■ WHAT THE EXERCISE ASKS:
Reproduce the entries. Match every word.

■ MATERIAL PROVIDED:

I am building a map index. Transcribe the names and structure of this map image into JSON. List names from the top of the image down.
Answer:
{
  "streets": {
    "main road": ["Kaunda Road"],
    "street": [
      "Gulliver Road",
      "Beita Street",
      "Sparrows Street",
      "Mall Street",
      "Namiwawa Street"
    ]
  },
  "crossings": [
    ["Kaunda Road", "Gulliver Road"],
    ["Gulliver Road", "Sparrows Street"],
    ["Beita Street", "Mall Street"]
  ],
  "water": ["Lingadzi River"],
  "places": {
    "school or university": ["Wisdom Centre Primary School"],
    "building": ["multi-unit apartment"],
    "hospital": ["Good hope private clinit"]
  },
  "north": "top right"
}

■ YOUR SOLUTION:
I am building a map index. Transcribe the names and structure of this map image into JSON. List names from the top of the image down.
Answer:
{
  "streets": {
    "main road": ["Kaunda Road"],
    "street": [
      "Gulliver Road",
      "Beita Street",
      "Sparrows Street",
      "Mall Street",
      "Namiwawa Street"
    ]
  },
  "crossings": [
    ["Kaunda Road", "Gulliver Road"],
    ["Gulliver Road", "Sparrows Street"],
    ["Beita Street", "Mall Street"]
  ],
  "water": ["Lingadzi River"],
  "places": {
    "school or university": ["Wisdom Centre Primary School"],
    "building": ["multi-unit apartment"],
    "hospital": ["Good hope private clinit"]
  },
  "north": "top right"
}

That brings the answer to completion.